▶ Task to complete:
Counting only lines of the listing below that hold the word "middle", give the total and nothing else.

▶ Dataset excerpts:
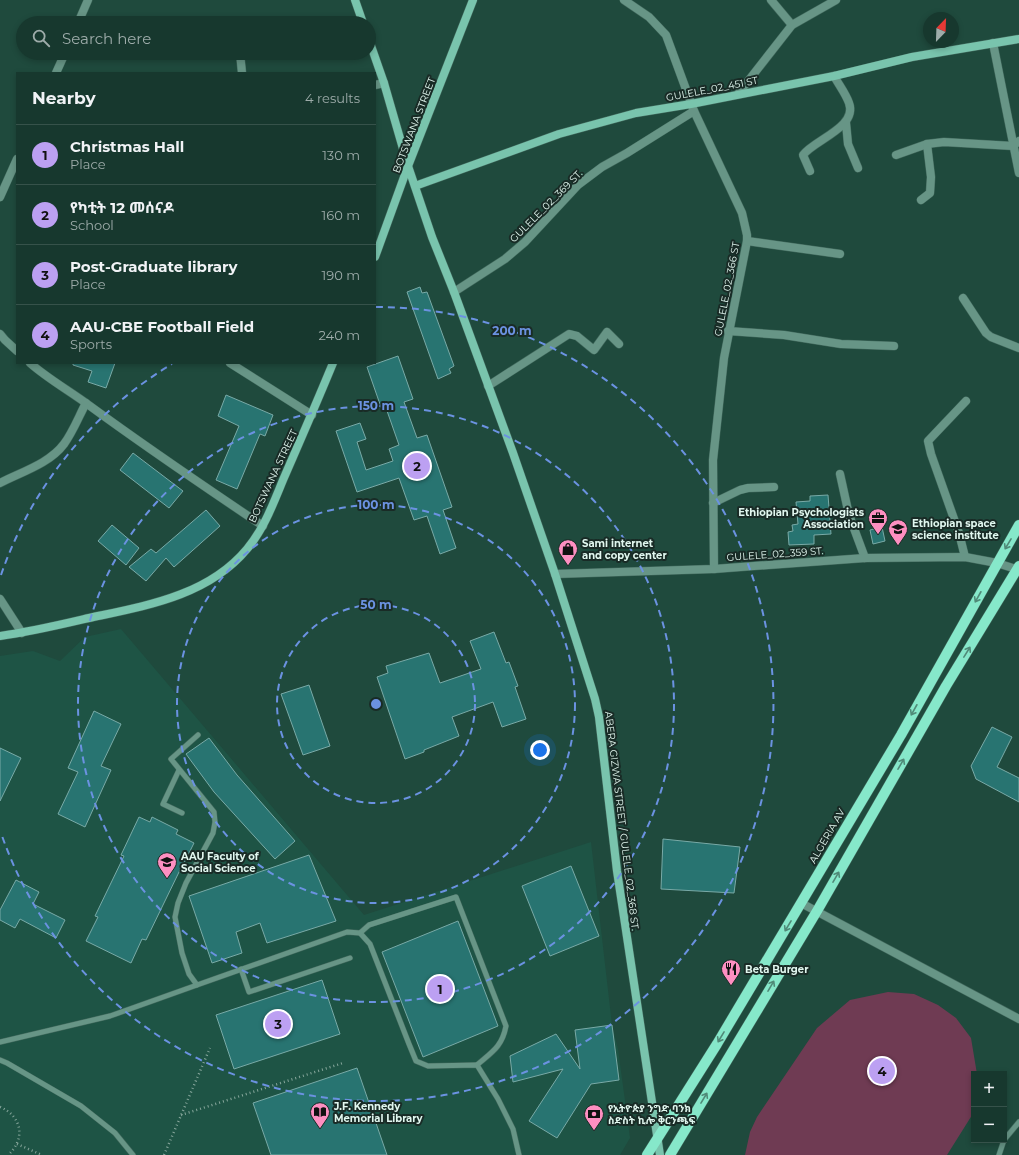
<!DOCTYPE html>
<html lang="en">
<head>
<meta charset="utf-8">
<style>
	:root { --surface:#17382e; --page:#203f36; --text:#f1f3f6; --muted:#9eacaa; --line:#36524a; --accent:#bca0f2 }
	body { margin:0; font-family:Montserrat,"Noto Sans Ethiopic",sans-serif; background:var(--page); color:var(--text) }
	.controls { position:absolute; right:12px; bottom:12px; display:grid; overflow:hidden; border-radius:0px; box-shadow:0 2px 6px #0003 }
	.controls button { width:36px; height:36px; display:grid; place-items:center; padding:0; border:0; border-bottom:1px solid var(--line); background:var(--surface); color:var(--text); font:20px sans-serif }
	.compass { position:absolute; left:923px; top:12px; width:36px; height:36px; border-radius:50%; background:var(--surface); box-shadow:0 2px 6px #0003; rotate:23deg }
	.you { position:absolute; left:540px; top:750px; width:14px; height:14px; margin:-10px; border:3px solid #fff; border-radius:50%; background:#1a73e8; box-shadow:0 0 0 6px #1a73e833 }
	.badge { display:grid; place-items:center; width:26px; height:26px; border-radius:50%; background:var(--accent); color:#111; font-size:13px; font-weight:700 }
	.pin { position:absolute; translate:-50% -50%; border:2px solid #fff; box-shadow:0 1px 4px #0006 }
	.list { margin:0; padding:0; list-style:none }
	h2 { display:flex; justify-content:space-between; align-items:center; height:52px; margin:0; padding:0 16px; font-size:17px }
	h2 small { font-size:13px; font-weight:400; color:var(--muted) }
	.list li { display:grid; grid-template-columns:26px 1fr auto; gap:12px; align-items:center; box-sizing:border-box; height:60px; padding:0 16px; border-top:1px solid var(--line) }
	.list b { display:block; font-size:15px; white-space:nowrap }
	.list p { margin:0; font-size:13px; white-space:nowrap; color:var(--muted) }
	.list em { font-size:13px; font-style:normal; color:var(--muted) }
	.icon { flex:none; width:22px; height:22px; fill:none; stroke:currentColor; stroke-width:2; stroke-linecap:round; stroke-linejoin:round }
	.map { position:relative; flex:none; width:1019px; height:1155px; overflow:hidden }
	.search { position:absolute; background:var(--surface); box-shadow:0 2px 6px #0003; left:16px; top:16px; width:360px; height:44px; display:flex; align-items:center; gap:10px; box-sizing:border-box; padding:0 14px; border-radius:22px; color:var(--muted); font-size:15px }
	.panel { position:absolute; background:var(--surface); box-shadow:0 2px 6px #0003; left:16px; top:72px; width:360px; height:292px; border-radius:0px }
	.map>svg:first-child { display:block }
</style>
</head>
<body>
<div class="map">
<svg width="1019" height="1155" viewBox="0 0 1019 1155">
	<rect width="100%" height="100%" fill="#1f4a3d"/>
	<path fill="#1e5445" d="M121,629L364,915L591,842L612,1025L618,1049L630,1138L620,1155H0V656L33,651L60,661L85,637Z"/>
	<path fill="#6f3b53" d="M888,992L914,994L938,1005L956,1018L971,1038L977,1074H974V1112L947,1155H745L750,1132L757,1117L817,1028L850,1000Z"/>
	<g fill="#287471" stroke="#79aaa7">
		<path d="M420,287L422,293L427,292L454,366L449,369L451,373L438,379L407,292Z"/>
		<path d="M398,356L413,399L404,402L417,438L427,435L452,507L443,510L456,548L440,554L427,516L414,520L399,478L357,492L336,431L360,423L366,439L357,442L366,470L393,461L389,449L399,445L386,408L382,410L367,367Z"/>
		<path d="M73,363H115L106,388L88,382L92,371L73,365Z"/>
		<path d="M226,395L273,415L265,436L260,434L237,489L216,480L239,426L218,416Z"/>
		<path d="M133,453L183,491L169,508L120,470Z"/>
		<path d="M828,495L831,534L814,535V544L789,545L788,532L793,531L792,525L798,524L796,502L810,501V496Z"/>
		<path d="M206,510L220,526L174,567L166,558L146,581L129,567L151,549L156,553Z"/>
		<path d="M112,525L139,548L126,565L98,541Z"/>
		<path d="M882,527L885,541L873,544L870,530Z"/>
		<path d="M494,632L506,663L509,662L518,686L515,687L526,719L502,727L493,702L452,717L459,736L424,750V752L405,759L377,677L388,673L386,666L429,653L440,683L481,669L470,641Z"/>
		<path d="M309,685L330,746L303,755L281,694Z"/>
		<path d="M94,711L121,724L101,766L111,770L85,827L58,814L78,772L68,768Z"/>
		<path d="M992,727L1012,737L997,767L1019,778V802L976,779L971,766Z"/>
		<path d="M209,738L237,775L295,841L275,859L214,792L186,754Z"/>
		<path d="M0,748L21,758L0,801Z"/>
		<path d="M139,817L150,822L152,817L178,830L176,834L194,843L180,871V870L146,940L142,939L131,963L86,941L98,917L95,916L124,856L121,855Z"/>
		<path d="M663,839L740,847L734,893L661,889Z"/>
		<path d="M309,855L336,921L267,943L260,923L236,932L242,953L212,963L189,896Z"/>
		<path d="M571,866L599,936L550,956L522,886Z"/>
		<path d="M16,880L39,892L33,904L65,920L56,938L20,919L15,928L0,920V910Z"/>
		<path d="M458,921L498,1026L423,1057L382,952Z"/>
		<path d="M322,980L340,1034L234,1069L216,1015Z"/>
		<path d="M612,1025L619,1080L591,1084L557,1138L529,1121L563,1069L513,1082L510,1056L556,1034L580,1069L575,1030Z"/>
		<path d="M357,1068L387,1155H271L253,1103Z"/>
	</g>
	<g fill="none" stroke-linecap="round" stroke-linejoin="round">
		<defs>
			<g id="lane">
				<path d="M198,735L171,759L214,812L215,822L213,833L186,883L178,903L175,917L182,953L189,974L197,985L347,932L360,933L370,944L409,1044L416,1061L428,1066L477,1065L498,1099L513,1129L519,1155"/>
				<path d="M179,770L163,804L182,813"/>
				<path d="M360,933L369,925L456,897L506,1026C502,1047 492,1052 477,1065"/>
				<path d="M241,969L249,992L350,958"/>
				<path d="M0,1042L110,1016L197,985"/>
				<path d="M0,1060L7,1063L81,1106L115,1133L133,1155"/>
				<path d="M999,1155L1004,1140L1019,1122"/>
			</g>
			<g id="street">
				<path d="M624,0L649,17L666,35L694,111L742,213L747,235V241L724,358L713,460L714,569"/>
				<path d="M771,0L792,25"/>
				<path d="M78,23L88,0"/>
				<path d="M993,43L1019,173"/>
				<path d="M240,53L242,73"/>
				<path d="M56,73L65,53"/>
				<path d="M375,85L384,83"/>
				<path d="M738,94L792,25L836,0"/>
				<path d="M846,123L848,144L858,168"/>
				<path d="M896,155L927,144L944,142L1013,146L1019,141"/>
				<path d="M810,171L803,155C814,140 858,127 849,103C846,94 839,85 834,76"/>
				<path d="M0,197L17,159"/>
				<path d="M921,200L930,193L931,177L927,144"/>
				<path d="M747,241L840,254"/>
				<path d="M454,292L505,259L525,242L578,185L602,167L627,153L694,111"/>
				<path d="M963,298L986,333L991,337L1019,348"/>
				<path d="M728,331L784,335L841,344L894,346"/>
				<path d="M0,334L5,340L17,351"/>
				<path d="M30,363C48,379 70,391 90,406C146,447 205,487 263,526"/>
				<path d="M230,363L312,415"/>
				<path d="M488,386L569,334L577,336L594,350L607,332L619,344"/>
				<path d="M840,474L849,515L865,558"/>
				<path d="M0,483C21,472 49,464 64,444C73,432 79,416 86,403"/>
				<path d="M713,503L740,490L748,488L774,487"/>
				<path d="M965,557L959,533L931,454L928,441L966,401"/>
				<path d="M555,574L714,569L865,558L965,557L997,563L1019,570"/>
				<path d="M0,599L22,633"/>
				<path d="M801,903L1019,1019"/>
			</g>
			<g id="secondary">
				<path d="M355,0L363,23"/>
				<path d="M369,40L384,83L408,166L432,237L454,292L513,453L555,574L595,699L599,717L617,871L660,1155"/>
				<path d="M415,186L559,134L636,113L691,104L834,76L912,57L1019,39"/>
				<path d="M375,257L408,166L473,0"/>
				<path d="M0,636C30,632 59,625 89,618C145,606 208,596 247,549C264,529 273,504 283,480C300,441 317,402 333,363"/>
			</g>
			<g id="primary">
				<path d="M647,1155L717,1044L801,903L901,735L1019,525"/>
				<path d="M670,1155L817,911L946,686L1019,566"/>
			</g>
		</defs>
		<use href="#lane" stroke="#42695d" stroke-width="6"/>
		<use href="#street" stroke="#42695d" stroke-width="9"/>
		<use href="#secondary" stroke="#42695d" stroke-width="9"/>
		<use href="#primary" stroke="#42695d" stroke-width="11"/>
		<g stroke="#86a69b" stroke-width="2.5" stroke-dasharray="1 3" stroke-linecap="butt">
			<path d="M0,1107C22,1116 26,1139 8,1155"/>
			<path d="M181,1115L343,1063"/>
			<path d="M17,1144L42,1155"/>
			<path d="M164,1155L210,1048"/>
		</g>
		<use href="#lane" stroke="#679586" stroke-width="5"/>
		<use href="#street" stroke="#679586" stroke-width="8"/>
		<use href="#secondary" stroke="#79c4ad" stroke-width="8"/>
		<use href="#primary" stroke="#86e8ca" stroke-width="10"/>
	</g>
	<defs><path id="oneway-shaft" d="M-6 0H5M1.5-3L5.5 0L1.5 3" fill="none" stroke-width="1.6" stroke-linecap="round" stroke-linejoin="round"/></defs>
	<g stroke="#508a78">
		<use href="#oneway-shaft" transform="translate(1008 544) rotate(121)"/>
		<use href="#oneway-shaft" transform="translate(978 597) rotate(119)"/>
		<use href="#oneway-shaft" transform="translate(967 652) rotate(-58)"/>
		<use href="#oneway-shaft" transform="translate(914 710) rotate(119)"/>
		<use href="#oneway-shaft" transform="translate(901 764) rotate(-60)"/>
		<use href="#oneway-shaft" transform="translate(836 877) rotate(-60)"/>
		<use href="#oneway-shaft" transform="translate(788 926) rotate(121)"/>
		<use href="#oneway-shaft" transform="translate(771 986) rotate(-60)"/>
		<use href="#oneway-shaft" transform="translate(721 1037) rotate(121)"/>
		<use href="#oneway-shaft" transform="translate(704 1098) rotate(-59)"/>
	</g>
	<g fill="none" stroke="#6b92e1" stroke-width="2" stroke-dasharray="7 5">
		<circle cx="376" cy="704" r="99"/>
		<circle cx="376" cy="704" r="199"/>
		<circle cx="376" cy="704" r="298"/>
		<path d="M1 575A397 397 0 0 1 172 364M376 307A397 397 0 1 1 1 833"/>
	</g>
	<defs>
		<symbol id="office-pin" viewBox="-11 -11 22 30"><path d="M0 17L-7.5 6A9.5 9.5 0 1 1 7.5 6Z" fill="#fd8fc1" stroke="#192b26"/><path d="M-6-3h4V-5.5h4V-3h4V5H-6ZM-1-4.5V-3h2v-1.5ZM-6 0V1H6V0Z" fill="#111"/></symbol>
		<symbol id="school-pin" viewBox="-11 -11 22 30"><path d="M0 17L-7.5 6A9.5 9.5 0 1 1 7.5 6Z" fill="#fd8fc1" stroke="#192b26"/><path d="M0-5L7-2L0 1L-7-2ZM-4 1L0 2.5L4 1V4Q0 6-4 4Z" fill="#111"/></symbol>
		<symbol id="shop-pin" viewBox="-11 -11 22 30"><path d="M0 17L-7.5 6A9.5 9.5 0 1 1 7.5 6Z" fill="#fd8fc1" stroke="#192b26"/><path d="M-5-2.5h2.3a2.7 3.5 0 0 1 5.4 0H5L5.5 6h-11ZM-1.5-2.5h3a1.5 2.3 0 0 0-3 0Z" fill="#111"/></symbol>
		<symbol id="university-pin" viewBox="-11 -11 22 30"><path d="M0 17L-7.5 6A9.5 9.5 0 1 1 7.5 6Z" fill="#fd8fc1" stroke="#192b26"/><path d="M0-5L7-2L0 1L-7-2ZM-4 1L0 2.5L4 1V4Q0 6-4 4Z" fill="#111"/></symbol>
		<symbol id="restaurant-pin" viewBox="-11 -11 22 30"><path d="M0 17L-7.5 6A9.5 9.5 0 1 1 7.5 6Z" fill="#fd8fc1" stroke="#192b26"/><path d="M-5-6h1v4h1v-4h1v4h1v-4h1v5L-1.5 .5V6h-2V.5L-5-1ZM5-6V6H3V1.5H1.5Q1.5-4 5-6Z" fill="#111"/></symbol>
		<symbol id="library-pin" viewBox="-11 -11 22 30"><path d="M0 17L-7.5 6A9.5 9.5 0 1 1 7.5 6Z" fill="#fd8fc1" stroke="#192b26"/><path d="M-6-4Q-3-5.5-.7-3.5V5Q-3 3-6 4ZM6-4Q3-5.5 .7-3.5V5Q3 3 6 4Z" fill="#111"/></symbol>
		<symbol id="bank-pin" viewBox="-11 -11 22 30"><path d="M0 17L-7.5 6A9.5 9.5 0 1 1 7.5 6Z" fill="#fd8fc1" stroke="#192b26"/><path d="M-6-4H6V4H-6ZM0-2.3a2.3 2.3 0 1 0 0 4.6a2.3 2.3 0 1 0 0-4.6Z" fill="#111"/></symbol>
	</defs>
	<g fill-rule="evenodd">
		<use href="#office-pin" x="867" y="507" width="22" height="30"/>
		<use href="#school-pin" x="887" y="518" width="22" height="30"/>
		<use href="#shop-pin" x="557" y="538" width="22" height="30"/>
		<use href="#university-pin" x="156" y="851" width="22" height="30"/>
		<use href="#restaurant-pin" x="720" y="958" width="22" height="30"/>
		<use href="#library-pin" x="309" y="1101" width="22" height="30"/>
		<use href="#bank-pin" x="583" y="1103" width="22" height="30"/>
	</g>
	<g text-anchor="middle" dominant-baseline="central" stroke-width="4" stroke-linejoin="round" paint-order="stroke">
		<g font-size="10" fill="#e1f7ef" stroke="#192b26">
			<text transform="translate(712 89) rotate(-11)">GULELE_02_451 ST</text>
			<text transform="translate(414 125) rotate(-69)">BOTSWANA STREET</text>
			<text transform="translate(546 206) rotate(-45)">GULELE_02_369 ST.</text>
			<text transform="translate(727 289) rotate(-79)">GULELE_02_366 ST</text>
			<text transform="translate(273 476) rotate(-65)">BOTSWANA STREET</text>
			<text transform="translate(775 554) rotate(-4)">GULELE_02_359 ST.</text>
			<text transform="translate(622 821) rotate(83)">ABERA GIZWA STREET / GULELE_02_368 ST.</text>
			<text transform="translate(827 836) rotate(-60)">ALGERIA AV</text>
		</g>
		<g font-size="10" font-weight="bold" fill="#e1f7ef" stroke="#192b26" text-anchor="start">
			<text x="864" y="512" text-anchor="end">Ethiopian Psychologists<tspan x="864" dy="12">Association</tspan></text>
			<text x="912" y="523">Ethiopian space<tspan x="912" dy="12">science institute</tspan></text>
			<text x="582" y="543">Sami internet<tspan x="582" dy="12">and copy center</tspan></text>
			<text x="181" y="856">AAU Faculty of<tspan x="181" dy="12">Social Science</tspan></text>
			<text x="745" y="969">Beta Burger</text>
			<text x="334" y="1106">J.F. Kennedy<tspan x="334" dy="12">Memorial Library</tspan></text>
			<text x="608" y="1108">የኢትዮጵያ ንግድ ባንክ<tspan x="608" dy="12">ስድስት ኪሎ ቅርንጫፍ</tspan></text>
		</g>
	</g>
	<circle cx="376" cy="704" r="6" fill="#6b92e1" stroke="#192b26" stroke-width="2"/>
	<g font-size="12" text-anchor="middle" font-weight="bold" fill="#6b92e1" stroke="#192b26" stroke-width="4" stroke-linejoin="round" paint-order="stroke">
		<text x="512" y="335">200 m</text>
		<text x="376" y="410">150 m</text>
		<text x="376" y="509">100 m</text>
		<text x="376" y="609">50 m</text>
	</g>
</svg>
<div class="controls">
<button>+</button>
<button>−</button>
</div>
<svg class="compass" viewBox="-18 -18 36 36"><path d="M0-13l5 13h-10z" fill="#e53935"/><path d="M0 13l5-13h-10z" fill="#9eacaa"/></svg>
<div class="you"></div>
<div class="pin badge" style="left:440px;top:989px">1</div>
<div class="pin badge" style="left:417px;top:466px">2</div>
<div class="pin badge" style="left:278px;top:1024px">3</div>
<div class="pin badge" style="left:882px;top:1071px">4</div>
<div class="search"><svg class="icon" aria-label="search" viewBox="0 0 24 24"><circle cx="10" cy="10" r="6"/><path d="M15 15l6 6"/></svg>Search here</div>
<section class="panel">
<h2>Nearby<small>4 results</small></h2>
<ul class="list">
<li><span class="badge">1</span><div><b>Christmas Hall</b><p>Place</p></div><em>130 m</em></li>
<li><span class="badge">2</span><div><b>የካቲት 12 መሰናዶ</b><p>School</p></div><em>160 m</em></li>
<li><span class="badge">3</span><div><b>Post-Graduate library</b><p>Place</p></div><em>190 m</em></li>
<li><span class="badge">4</span><div><b>AAU-CBE Football Field</b><p>Sports</p></div><em>240 m</em></li>
</ul>
</section>
</div>
</body>
</html>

▶ Exercise response:
2